Questions Worth Sitting With
How do we live with this? Not by refusing the technology — that boat has already sailed, and it sailed faster than the debate. But perhaps by refusing the assumption that velocity is its own justification. What does meaningful review look like when the diff is larger than any human can read in the time allotted? Who is the responsible party when an agent commits code that infringes, leaks, or breaks, and the engineer on the PR was simply approving the tenth such merge that hour? And what do we owe the early-career developer whose path into the profession used to run through the work that Vibe Coding workflows now absorb invisibly, before anyone can object?
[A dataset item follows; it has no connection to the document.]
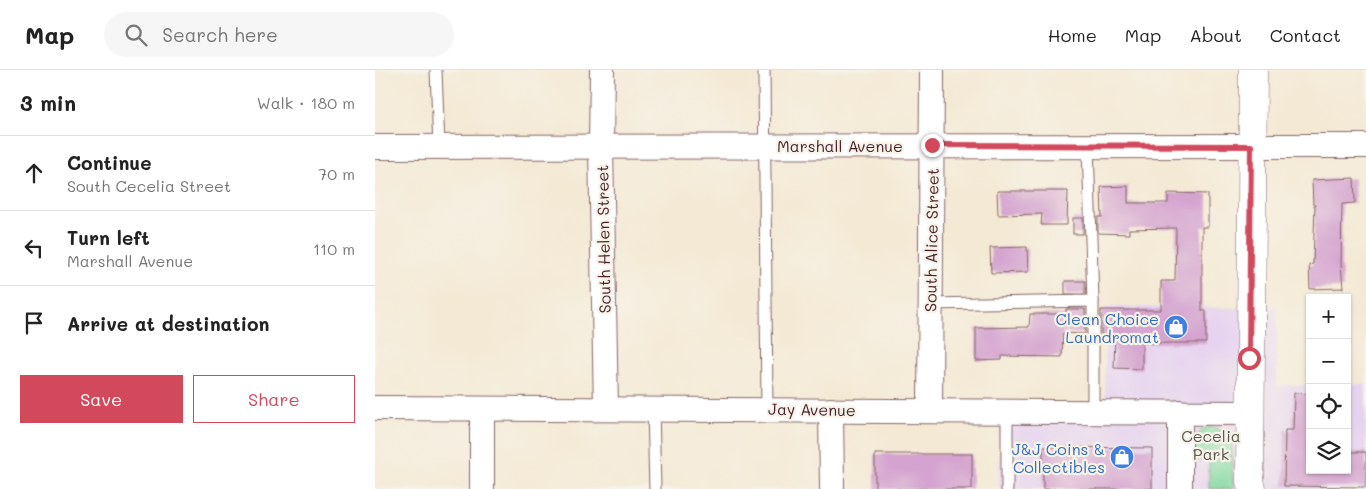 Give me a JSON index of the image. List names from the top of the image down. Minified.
{"streets":{"street":["Marshall Avenue","South Helen Street","South Alice Street","Jay Avenue"]},"crossings":[["Marshall Avenue","South Helen Street"],["Marshall Avenue","South Alice Street"],["South Helen Street","Jay Avenue"],["South Alice Street","Jay Avenue"]],"parks":["Cecelia Park"],"places":{"shop":["Clean Choice Laundromat","J&J Coins & Collectibles"]},"page":{"header":"Map","search":"Search here","nav":["Home","Map","About","Contact"],"heading":["3 min","Walk · 180 m"],"list":[["Continue","South Cecelia Street","70 m"],["Turn left","Marshall Avenue","110 m"],"Arrive at destination"],"map_buttons":["+","−"],"buttons":["Save","Share"]}}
There may not be clean answers. There certainly is not a single product feature that resolves them. But the absence of an answer is not the same as the absence of a question.
Where This Argument Bends
This argument has a real weak point. If capability scoping, signed intent statements, and enforceable human-in-the-loop gates mature faster than the wholesale adoption of fully autonomous pipelines — and if the regulatory rewrite around the EU AILD and a possible Software Liability Regulation lands with teeth — then the normalisation worry may simply be premature. If the profession also reorganises around new entry paths into the craft, rather than the ones the agents are eroding, the displacement concern softens too. The thesis would weaken accordingly. I would consider that a good outcome.
The Question That Remains
If the most consequential code of the next decade is not the code we write but the code we approve, what does it mean to be the engineer of record on work you did not author? And who do we become when “the agent did it” becomes the strongest answer we are willing to give for or against anything our software does in the world?
Disclaimer
This article discusses legal considerations for educational purposes only. It does not constitute legal advice. Consult a qualified attorney for legal matters.